3 responses

  1. Any impressions? Two of my previous poems (free verse) were working me senseless to lineate, and I wrote this for a break. Part of the problem is poems are occurring to me faster than I can hone them. But a renovation project starting next week should take care of that. Thanks.

    Bubble Boy

    The girls would razz “You never smile”
    Though warmth was in his eyes,
    Alright. And when they sought
    To peg his type they dubbed him “Bubble Boy”
    For kicks. “What isolates you,
    Bubble Boy,” they’d laugh.
    Is it love?—we have a little cure for that
    To bring you back to planet us .
    And kissed him on the lips and cheek.
    “Oh,” said Bubble Boy with stolid face
    And not a trace of smile.
    “Well, we give up,” the girls said, flustered.
    “Time to pass you to the boys.”
    The boys piled on with whip and fist
    “Bubble Boy!

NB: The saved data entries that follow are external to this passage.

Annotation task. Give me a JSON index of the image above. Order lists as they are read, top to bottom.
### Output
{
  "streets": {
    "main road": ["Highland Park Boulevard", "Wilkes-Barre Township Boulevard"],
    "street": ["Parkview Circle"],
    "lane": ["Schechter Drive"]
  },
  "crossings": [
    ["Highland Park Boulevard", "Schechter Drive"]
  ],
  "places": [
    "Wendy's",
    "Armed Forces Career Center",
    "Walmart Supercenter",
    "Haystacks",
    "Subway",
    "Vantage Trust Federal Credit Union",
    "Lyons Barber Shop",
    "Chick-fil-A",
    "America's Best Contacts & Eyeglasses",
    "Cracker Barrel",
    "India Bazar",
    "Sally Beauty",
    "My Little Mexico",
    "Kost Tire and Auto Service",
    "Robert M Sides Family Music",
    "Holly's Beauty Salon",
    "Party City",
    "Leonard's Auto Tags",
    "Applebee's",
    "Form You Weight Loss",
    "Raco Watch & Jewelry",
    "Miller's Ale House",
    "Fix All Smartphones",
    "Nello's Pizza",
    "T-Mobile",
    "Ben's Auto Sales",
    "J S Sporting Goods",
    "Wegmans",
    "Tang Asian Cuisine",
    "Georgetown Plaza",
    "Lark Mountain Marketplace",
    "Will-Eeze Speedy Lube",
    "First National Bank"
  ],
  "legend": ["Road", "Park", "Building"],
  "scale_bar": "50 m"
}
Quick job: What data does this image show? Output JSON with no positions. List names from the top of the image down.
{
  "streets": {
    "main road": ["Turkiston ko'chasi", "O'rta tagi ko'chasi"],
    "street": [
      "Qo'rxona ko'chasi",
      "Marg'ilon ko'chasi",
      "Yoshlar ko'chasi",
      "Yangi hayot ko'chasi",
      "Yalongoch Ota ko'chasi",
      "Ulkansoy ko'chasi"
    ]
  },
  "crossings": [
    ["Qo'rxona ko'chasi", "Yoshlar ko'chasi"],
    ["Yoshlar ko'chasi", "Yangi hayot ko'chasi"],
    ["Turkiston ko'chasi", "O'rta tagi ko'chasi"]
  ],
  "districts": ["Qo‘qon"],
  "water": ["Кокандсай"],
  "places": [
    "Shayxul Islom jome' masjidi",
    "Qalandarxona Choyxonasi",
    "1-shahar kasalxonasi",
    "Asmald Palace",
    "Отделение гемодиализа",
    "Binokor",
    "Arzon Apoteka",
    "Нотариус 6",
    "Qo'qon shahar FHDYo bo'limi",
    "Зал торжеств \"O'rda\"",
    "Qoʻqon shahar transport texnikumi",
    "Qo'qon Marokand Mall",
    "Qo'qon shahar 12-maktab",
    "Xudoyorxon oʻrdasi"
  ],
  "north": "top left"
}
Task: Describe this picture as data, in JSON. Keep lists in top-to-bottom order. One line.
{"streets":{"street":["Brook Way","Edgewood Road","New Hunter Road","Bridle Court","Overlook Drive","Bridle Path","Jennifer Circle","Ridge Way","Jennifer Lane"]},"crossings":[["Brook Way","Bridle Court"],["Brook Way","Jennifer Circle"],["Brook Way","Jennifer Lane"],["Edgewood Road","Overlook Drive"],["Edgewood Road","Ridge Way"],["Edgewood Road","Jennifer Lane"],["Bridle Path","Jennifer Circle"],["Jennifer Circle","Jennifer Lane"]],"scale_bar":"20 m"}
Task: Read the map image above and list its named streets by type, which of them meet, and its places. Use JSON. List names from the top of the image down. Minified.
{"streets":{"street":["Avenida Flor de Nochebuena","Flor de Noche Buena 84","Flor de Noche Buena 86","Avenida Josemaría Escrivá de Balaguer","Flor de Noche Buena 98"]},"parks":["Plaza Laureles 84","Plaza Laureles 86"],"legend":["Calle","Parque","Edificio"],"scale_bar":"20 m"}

You cut that preacher act!
    Though later in the hallway, sheepish,,
    One approached with guilty face.
    “Bubble Boy,” he said, with pain,.
    “I didn’t mean to hit you hard.
    Maybe it would help to know
    If you are gay, so am I.”
    “Thank you, “Bubble Boy replied.
    “But at the moment unprofound.”
    Everyone was flustered now—
    The girls, the boys, the teachers too
    “Bubble Boy, your stuck-up bitch!
    By what right this holy perch!”
    But Bubble Boy stayed cool to it:
    “Death is not a hula hoop.
    Some toys take longer to outgrow.
    The time will come when only I
    Feel your life or love you more,”
    He smiled.


    • This may be your best effort to date, in terms of how long it holds together.

      You get just over a third of the way through before things have the feeling that they’re moving south (with the appearance of the boys). Your poem follows that odd trajectory that many of your poems follow—beginning in insouciance and ending in a sort of pent up rage. I suppose it could work, in theory, but in your poetry it always has the feeling of impatience with the poem iteslf—as if you deliberately want to tear down what you’re building. Also, and at the risk of being repetitive, omitting articles and punctuation doesn’t do your poetry any favors.


  2. Thanks. A couple of non-poet friends agree with you—the “discount zinger,” they call it. I’ve mentioned before that I work dialectically. I write a free verse poem and that makes me want to write one in rhyme/meter. I write a violent poem and follow up with something sweet. An awful poem then something quite exceptional. I had run of heterosexual relationship poems and threw in a platonic one for the gays. Lately, I’ve noticed that I’ve dropped Harvey Weinstein’s name a couple of times in derogatory contexts and that makes me want to write a “good Jew” poem. But I feel these “black sheep” poems are essential to my progress to another near perfect poem everyone can like. And it’s not like I have a career on the line. Moreover, whatever the first impression of my poems to diverse readers their second interacting with me personally—say, at a reading or wherever– would always be, “What a nice guy.” Even at Middlebury.